The bit you are missing is that "known to the system" is not enough, as the consumer I need to _verify the logic_, which means that at some level, I do have to read the DSL (just as I have to read the Java, not, in general, the actual assembly emitted by the JIT). Which means that the DSL is actually the product here (though the LLM may make it easier to learn that DSL and in some cases to write something in it).
1) You don't need to read the DSL in the raw form if you use a language model to convert it to a few paragraphs in natural language.

2) You can test the created workflow on a bunch of test data to verify it works as intended. After a workflow is created, it's deterministic (since we don't use LLMs anymore for decision making), so it will always work the same.

Sure we can expose DSL to power users as an option, but is reading the raw DSL really required for the majority of cases?

1. Now you have two problems (did the writer translate what I said correctly and did the summarizer translate what the writer wrote correctly).
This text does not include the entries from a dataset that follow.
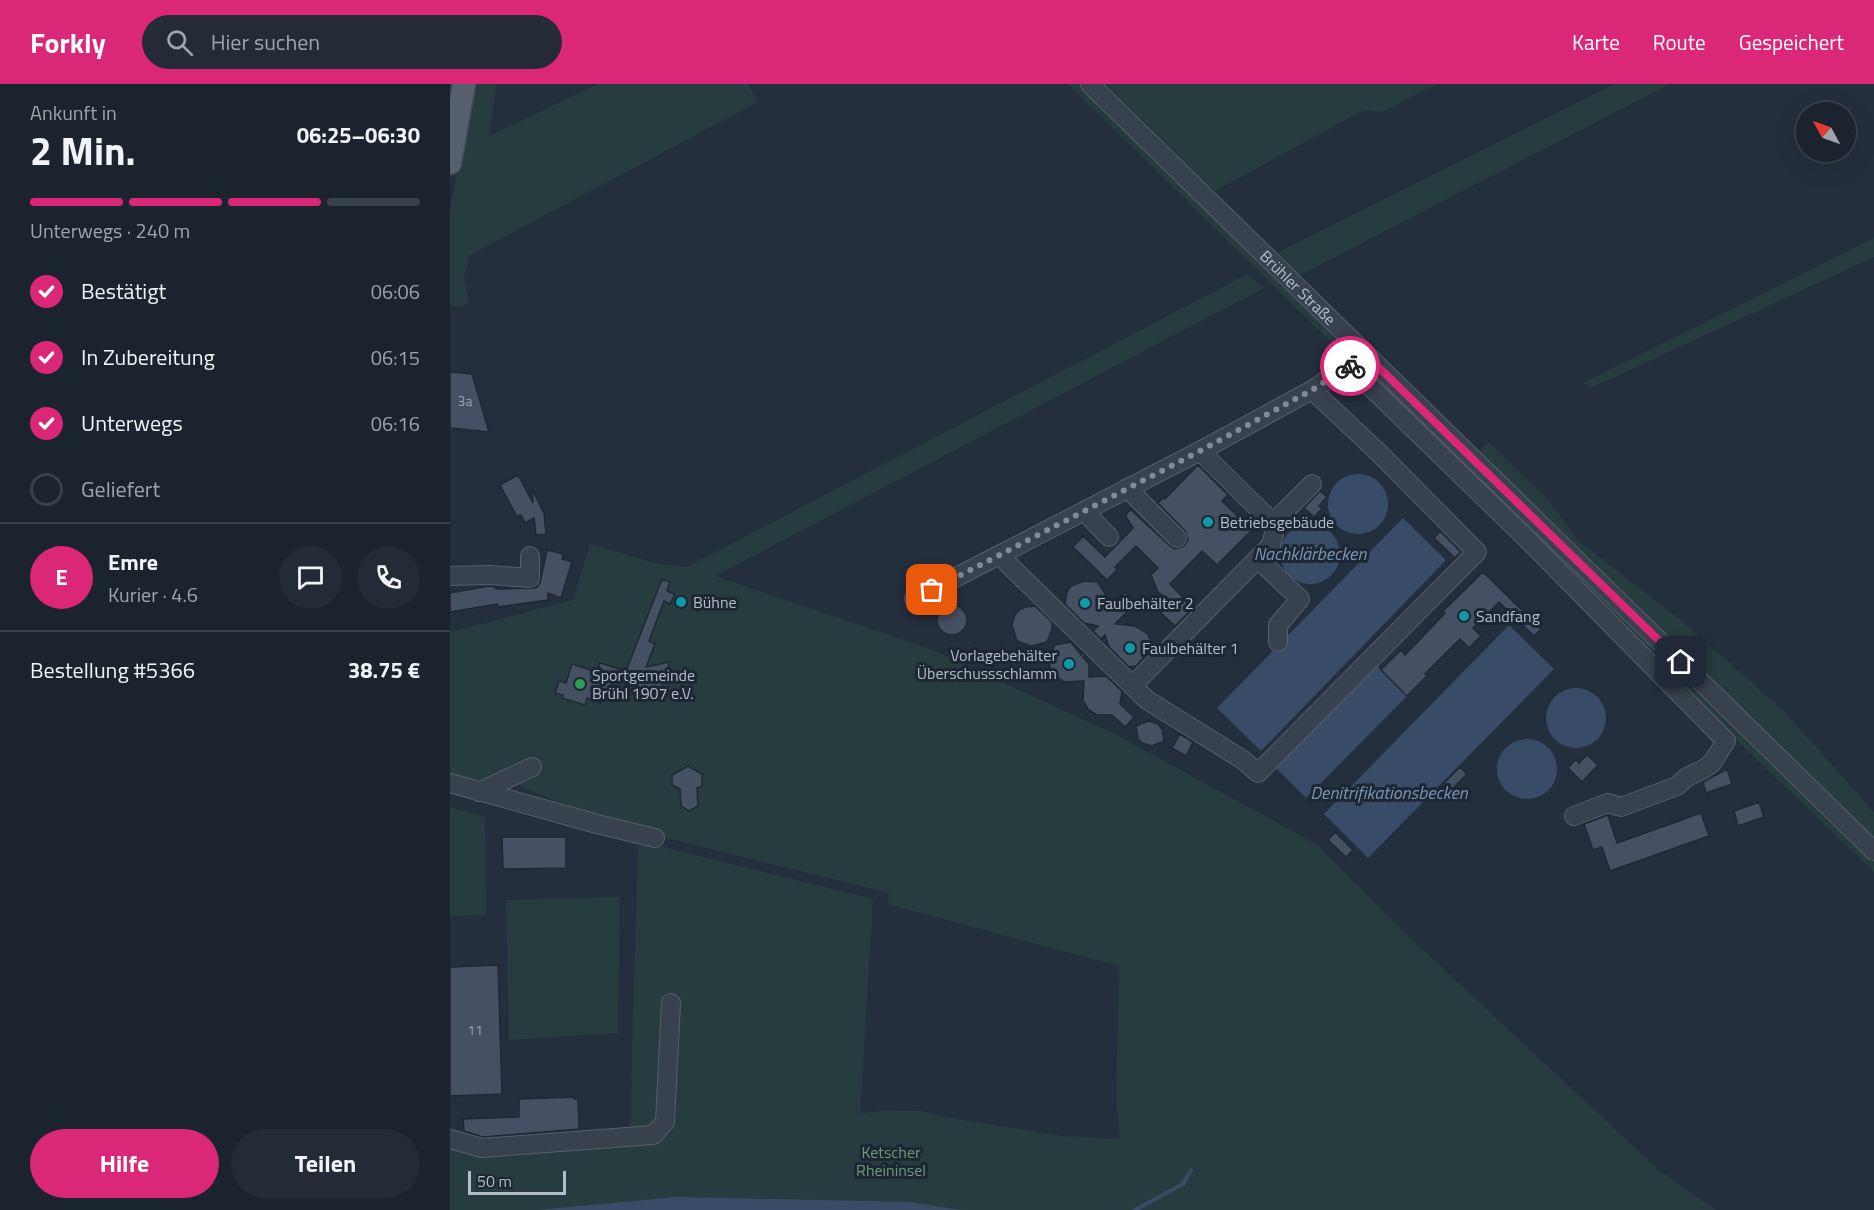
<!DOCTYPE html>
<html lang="de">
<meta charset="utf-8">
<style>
:root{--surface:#1b232e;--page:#242b36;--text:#f1f3f6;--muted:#a0a4aa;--line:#39404a;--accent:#db2777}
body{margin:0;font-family:"Titillium Web",sans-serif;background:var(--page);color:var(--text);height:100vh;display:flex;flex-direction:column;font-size:22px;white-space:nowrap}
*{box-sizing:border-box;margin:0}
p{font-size:20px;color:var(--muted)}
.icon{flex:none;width:33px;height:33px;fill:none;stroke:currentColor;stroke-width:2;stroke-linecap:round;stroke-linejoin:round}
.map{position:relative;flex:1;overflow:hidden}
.drawer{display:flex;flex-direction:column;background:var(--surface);width:450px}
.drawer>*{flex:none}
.needle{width:39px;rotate:310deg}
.fabs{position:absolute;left:1346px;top:18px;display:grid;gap:12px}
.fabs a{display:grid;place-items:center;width:60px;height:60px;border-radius:50%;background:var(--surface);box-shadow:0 6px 24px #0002,0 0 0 2px var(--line);font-size:30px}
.scale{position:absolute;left:18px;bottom:15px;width:98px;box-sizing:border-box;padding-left:6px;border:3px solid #b4bcc9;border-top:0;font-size:16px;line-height:21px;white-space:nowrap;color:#b4bcc9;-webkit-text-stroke:4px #1d2633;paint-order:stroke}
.pin{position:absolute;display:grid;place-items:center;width:51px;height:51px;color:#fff;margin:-26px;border-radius:12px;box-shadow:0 3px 9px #0006}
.courier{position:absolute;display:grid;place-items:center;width:60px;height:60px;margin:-30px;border:4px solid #db2777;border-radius:50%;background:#fff;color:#222;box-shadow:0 2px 8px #0007}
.overview em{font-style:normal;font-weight:700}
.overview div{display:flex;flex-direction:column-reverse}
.overview{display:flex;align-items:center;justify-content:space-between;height:102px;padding:0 30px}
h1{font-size:39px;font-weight:700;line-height:45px}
.bar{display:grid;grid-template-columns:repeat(4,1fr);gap:9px 6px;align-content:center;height:72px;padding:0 30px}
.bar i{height:8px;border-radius:4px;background:var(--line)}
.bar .on{background:var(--accent)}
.bar p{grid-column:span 4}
.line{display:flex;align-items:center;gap:15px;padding:0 30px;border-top:2px solid var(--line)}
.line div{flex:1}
.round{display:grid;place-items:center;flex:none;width:63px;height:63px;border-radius:32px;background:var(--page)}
ol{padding:0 30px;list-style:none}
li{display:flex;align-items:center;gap:18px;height:66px}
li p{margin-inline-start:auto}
li .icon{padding:6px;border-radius:50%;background:var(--accent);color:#fff;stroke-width:4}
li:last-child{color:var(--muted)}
li i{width:33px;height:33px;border:3px solid var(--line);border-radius:50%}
.cta{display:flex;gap:12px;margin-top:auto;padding:12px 30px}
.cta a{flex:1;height:69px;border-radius:36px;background:var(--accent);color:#fff;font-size:24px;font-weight:700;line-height:69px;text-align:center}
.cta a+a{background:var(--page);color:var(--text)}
header{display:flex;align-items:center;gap:36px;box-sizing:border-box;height:84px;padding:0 30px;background:var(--accent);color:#fff}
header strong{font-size:28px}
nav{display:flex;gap:33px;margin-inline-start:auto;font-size:21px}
.search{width:420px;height:54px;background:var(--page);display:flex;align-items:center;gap:15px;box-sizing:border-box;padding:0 21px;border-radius:33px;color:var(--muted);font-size:22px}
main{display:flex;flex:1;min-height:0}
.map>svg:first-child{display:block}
</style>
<header>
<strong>Forkly</strong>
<div class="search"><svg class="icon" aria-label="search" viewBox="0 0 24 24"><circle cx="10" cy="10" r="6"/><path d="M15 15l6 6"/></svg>Hier suchen</div>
<nav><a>Karte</a><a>Route</a><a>Gespeichert</a></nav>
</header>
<main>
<section class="drawer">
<div class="overview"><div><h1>2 Min.</h1><p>Ankunft in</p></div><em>06:25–06:30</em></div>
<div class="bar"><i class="on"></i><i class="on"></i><i class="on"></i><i></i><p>Unterwegs · 240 m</p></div>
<ol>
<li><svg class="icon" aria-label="check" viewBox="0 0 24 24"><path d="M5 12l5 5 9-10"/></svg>Bestätigt<p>06:06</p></li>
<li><svg class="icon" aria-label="check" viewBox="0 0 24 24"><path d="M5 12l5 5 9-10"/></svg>In Zubereitung<p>06:15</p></li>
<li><svg class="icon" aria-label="check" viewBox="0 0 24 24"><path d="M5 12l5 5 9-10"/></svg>Unterwegs<p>06:16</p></li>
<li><i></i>Geliefert</li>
</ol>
<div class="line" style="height:108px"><b class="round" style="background:var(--accent);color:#fff">E</b><div><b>Emre</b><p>Kurier · 4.6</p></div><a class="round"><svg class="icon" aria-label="chat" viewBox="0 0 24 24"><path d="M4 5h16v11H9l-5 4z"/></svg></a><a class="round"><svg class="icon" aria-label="phone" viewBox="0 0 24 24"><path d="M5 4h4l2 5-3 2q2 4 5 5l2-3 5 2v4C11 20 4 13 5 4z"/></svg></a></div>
<div class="line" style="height:78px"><div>Bestellung #5366</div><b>38.75 €</b></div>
<div class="cta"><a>Hilfe</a><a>Teilen</a></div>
</section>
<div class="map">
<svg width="1424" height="1126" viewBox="0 0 1424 1126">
<rect width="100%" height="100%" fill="#242f3e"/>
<!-- green -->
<path fill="#263c3f" d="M24 0H46L39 52 148 0H298L308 18 20 171 14 194 19 216 13 223 0 222V126Z
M618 0H632L816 180 887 254 891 265 887 264Z
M656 0H986L933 28 914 26 765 107Z
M1165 0H1220L850 191 827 169Z
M1424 154V173L1141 304 1133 299Z
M798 190 814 204 265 492 483 566 669 652 866 760 972 865 1211 1088 1266 1126H0V1065L12 1062 180 1052 188 757 423 815 410 1030 434 1026 470 1027 512 1036 613 1052 670 1055 666 1015 669 882 437 820 440 809 223 756 130 727 65 700 61 685 24 698 0 689V548L123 516 140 460 205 479 237 483Z
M918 287 925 291 973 339 1001 364 1424 775V788L1252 623 913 288Z
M1039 358 1100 418 1128 456 1230 536 1331 624 1424 728V758L1027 371Z
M0 723 35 733 36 831 0 832Z
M170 813 168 949 59 956 56 816Z"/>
<!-- water -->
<path fill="#394c67" d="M878 420a30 30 0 1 1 60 0a30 30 0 1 1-60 0Z
M953 434 996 476 811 667 767 624Z
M830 470a30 30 0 1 1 60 0a30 30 0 1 1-60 0Z
M1059 541 1104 585 918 774 874 730Z
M927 582 957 612 856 714 826 684Z
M1096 634a30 30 0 1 1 60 0a30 30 0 1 1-60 0Z
M1047 685a30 30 0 1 1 60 0a30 30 0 1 1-60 0Z
M226 1113 460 1118 511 1126H88Z"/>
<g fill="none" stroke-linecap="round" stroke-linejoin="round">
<!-- stream -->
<path stroke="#394c67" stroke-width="4" d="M685 1126 733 1100 741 1086"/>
</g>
<!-- building -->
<path fill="#455162" stroke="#1f2835" stroke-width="1.5" d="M0 288 22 290 39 348 0 344Z
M748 381 778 411 772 417 802 446 767 481 752 467 720 500 743 524 725 542 711 529 722 518 708 508 701 491 708 484 686 462 665 483 667 486 657 496 623 463 633 452 655 473 683 444 676 433 677 429 681 426 720 462 725 465 734 462 738 456 735 447 708 419 714 413 715 415Z
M68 391 83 419 82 405 94 429 96 450 86 451 84 434 75 439 71 431 67 433 50 401Z
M870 407 877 413 869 422 872 425 864 433 854 424Z
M990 447 1011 468 1005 474 984 454Z
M97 466 113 470 112 475 122 478 111 514 98 509V516L48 523 47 520 0 528V509L39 502 46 503V505L86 504 90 499Z
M1033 488 1091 545 1084 552 1049 518 1023 544 1031 552 1019 564 1010 555 975 590 977 592 957 612 931 586 951 566 955 571 995 529 993 527Z
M212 495 220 498 217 507 225 510 220 520 214 517 199 557 205 560 196 583 220 578 211 603H207L204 610 163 595 158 611 154 610 151 619 137 614 135 621 112 614 113 611 105 609 109 597 116 599 122 580 147 588 150 579 176 587Z
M634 497 648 498 662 522 675 508 684 516 675 526 677 528 665 540 685 542 697 549 700 555V567L686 582 679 583 659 563 655 551 651 555 643 547 648 542 634 539 615 520 617 508 621 502Z
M487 536a15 15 0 1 1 30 0a15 15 0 1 1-30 0Z
M585 522 602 538V545L597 558 581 562 567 557 562 541 565 531 569 526 575 523Z
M621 558 632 572 631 567 635 571 633 573 639 580V593L656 592 672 607 670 620 684 633 675 643 662 631H647L638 625 633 616 634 597 614 598 601 588 599 575 605 561Z
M698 637 708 640 712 645 714 657 702 662 692 659 688 655 686 642Z
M730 650 743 658 736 672 722 664Z
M1137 671 1148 681 1132 698 1118 684 1126 675 1129 679Z
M238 682 252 690V702L247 704 248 722 239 727 231 722 230 705 222 701V691Z
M1010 683 1017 690 999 708 992 701Z
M1277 685 1282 700 1256 709 1253 698Z
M1309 718 1314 733 1288 742 1284 727Z
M1251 729 1259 752 1160 787 1152 763 1143 766 1134 740 1158 731 1167 759Z
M885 748 903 766 896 773 878 756Z
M52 753H116V784L53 785Z
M48 881 52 1010 0 1012V883Z
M124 1013V1015H128L129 1045 33 1053 14 1047 13 1035 69 1033V1015Z"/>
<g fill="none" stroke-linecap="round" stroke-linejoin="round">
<defs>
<g id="minor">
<path id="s1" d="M640 0 1424 767"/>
<path d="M899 282 1079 457 1276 657 1262 679 1254 685 1237 693 1227 702 1171 723 1158 719 1124 732"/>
<path d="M862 306 929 369 1027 468 808 689 793 676 697 616 557 479 553 469 750 367 862 306 915 270"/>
<path d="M677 404 727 454"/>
<path d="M634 427 659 453"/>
<path d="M823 439 862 400"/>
<path d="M808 475 850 515 828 541V558"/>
<path d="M0 492 40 491 80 494V472"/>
<path d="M464 515 553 469"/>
<path d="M682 602 821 461 824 450 823 439 750 367"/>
<path d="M0 699 147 740 205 754"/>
<path d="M29 708 82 683"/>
<path d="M0 1055 32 1064 203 1051 215 1038 221 919"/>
</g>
<path id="major" d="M0 79 14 0"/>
</defs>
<!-- minor casing -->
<use href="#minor" stroke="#565f6c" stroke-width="20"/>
<!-- major casing -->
<use href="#major" stroke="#414a57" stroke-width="25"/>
<!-- minor -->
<use href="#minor" stroke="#38414e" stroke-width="18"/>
<!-- major -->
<use href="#major" stroke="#56606e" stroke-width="22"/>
</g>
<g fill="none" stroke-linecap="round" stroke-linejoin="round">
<!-- done -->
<path stroke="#828b98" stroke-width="6" stroke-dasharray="0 10.8" d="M482 506 750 367 862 306 900 282"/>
<!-- route -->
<path stroke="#db2777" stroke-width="8" d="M900 282 915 270 1231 578"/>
</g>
<!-- markers -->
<g fill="#0f9aa8" stroke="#1d2633" stroke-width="2">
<circle cx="758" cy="438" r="6"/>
<circle cx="231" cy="518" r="6"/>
<circle cx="635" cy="519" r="6"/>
<circle cx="1014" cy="532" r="6"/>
<circle cx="680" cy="564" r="6"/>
<circle cx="619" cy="580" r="6"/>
</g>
<circle fill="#2e9e5b" stroke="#1d2633" stroke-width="2" cx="130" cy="600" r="6"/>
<g text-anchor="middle" stroke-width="6" stroke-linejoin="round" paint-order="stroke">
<!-- number labels -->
<g font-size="14" fill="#98a1af">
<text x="15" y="322">3a</text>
<text x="25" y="951">11</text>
</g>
<!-- street labels -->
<g font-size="16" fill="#b4bcc9" stroke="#1d2633">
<text dy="6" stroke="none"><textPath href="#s1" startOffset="291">Brühler Straße</textPath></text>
</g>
<!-- poi labels -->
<g font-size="16" fill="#b4bcc9" stroke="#1d2633" text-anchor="start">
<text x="770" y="444">Betriebsgebäude</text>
<text x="243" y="524">Bühne</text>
<text x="647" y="525">Faulbehälter 2</text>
<text x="1026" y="538">Sandfang</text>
<text x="692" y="570">Faulbehälter 1</text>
<text x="607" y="577" text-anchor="end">Vorlagebehälter<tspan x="607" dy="18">Überschussschlamm</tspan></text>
<text x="142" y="597">Sportgemeinde<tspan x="142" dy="18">Brühl 1907 e.V.</tspan></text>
</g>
<!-- park labels -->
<g font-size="16" fill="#6b9a76" stroke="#1d2633">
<text x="441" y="1074">Ketscher<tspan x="441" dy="18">Rheininsel</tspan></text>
</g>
<!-- water labels -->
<g font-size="18" font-style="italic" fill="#7c92b1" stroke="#1d2633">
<text x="860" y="476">Nachklärbecken</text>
<text x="939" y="715">Denitrifikationsbecken</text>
</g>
</g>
</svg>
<div class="fabs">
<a><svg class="needle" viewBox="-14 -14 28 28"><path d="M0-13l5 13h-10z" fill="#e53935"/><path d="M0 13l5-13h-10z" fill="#a0a4aa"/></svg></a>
</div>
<div class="scale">50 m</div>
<div class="pin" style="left:482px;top:506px;background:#ea580c"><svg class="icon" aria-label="bag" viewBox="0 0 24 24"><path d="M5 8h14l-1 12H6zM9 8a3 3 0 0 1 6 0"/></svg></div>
<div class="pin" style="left:1231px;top:578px;background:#1f2937"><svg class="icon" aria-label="home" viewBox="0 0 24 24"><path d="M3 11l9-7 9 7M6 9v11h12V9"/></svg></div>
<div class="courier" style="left:900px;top:282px"><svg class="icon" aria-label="bike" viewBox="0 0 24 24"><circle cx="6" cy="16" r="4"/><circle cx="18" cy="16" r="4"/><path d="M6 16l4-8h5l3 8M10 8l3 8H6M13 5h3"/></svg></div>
</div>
</main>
2. This is absolutely true and it does help somewhat. However, writing the test cases is now your bottleneck (and you're writing them as a substitute for being able to read a reliable high-level summary of what the workflow actually is).

NAtural language isn't precise enough to describe exactly what's happening. If you do try to use natural language for that purpose, trying to eliminate ambiguity, you end up with legalese. And people can't read legalese, even though it's technically "plain english"
This is the same approach we took when we added LLM capability to a low code tool Appian. LLM helped us generate the Appian workflow configuration file, user reviews it and make changes if required, and then finally publishes it.
So visual programming x.0?

I am pretty sure PLCs with ladder logic are about the limits of the traditional visual/macro model?

Word-sense disambiguation is going to be problematic with the 'don't need to learn' part above.

Consider this sentence:

'I never said she stole my money'

Now read that sentence multiple times, puting emphasis on each word, one at a time and notice how the symantic meaning changes.

LLMs are great at NLP, but we still don't have solutions to those NLU problems that I am aware of.

I think to keep maximum generality without severely restricted use cases that a common DSL would need to be developed.

There will have to be tradeoffs made, specific to particular use cases, even if it is better than Alexa.

But I am thinking about Rice's theorm and what happens when you lose PEM.

Maybe I just am too embedded in an area where these problems are a large part of the difficulty for macro style logic to provide much use.

You're just describing programming with the extra step of going through a high entropy and low bandwidth channel of natural language and hand waving that problem away.

We can "just" write code as well, as we have been doing for several decades.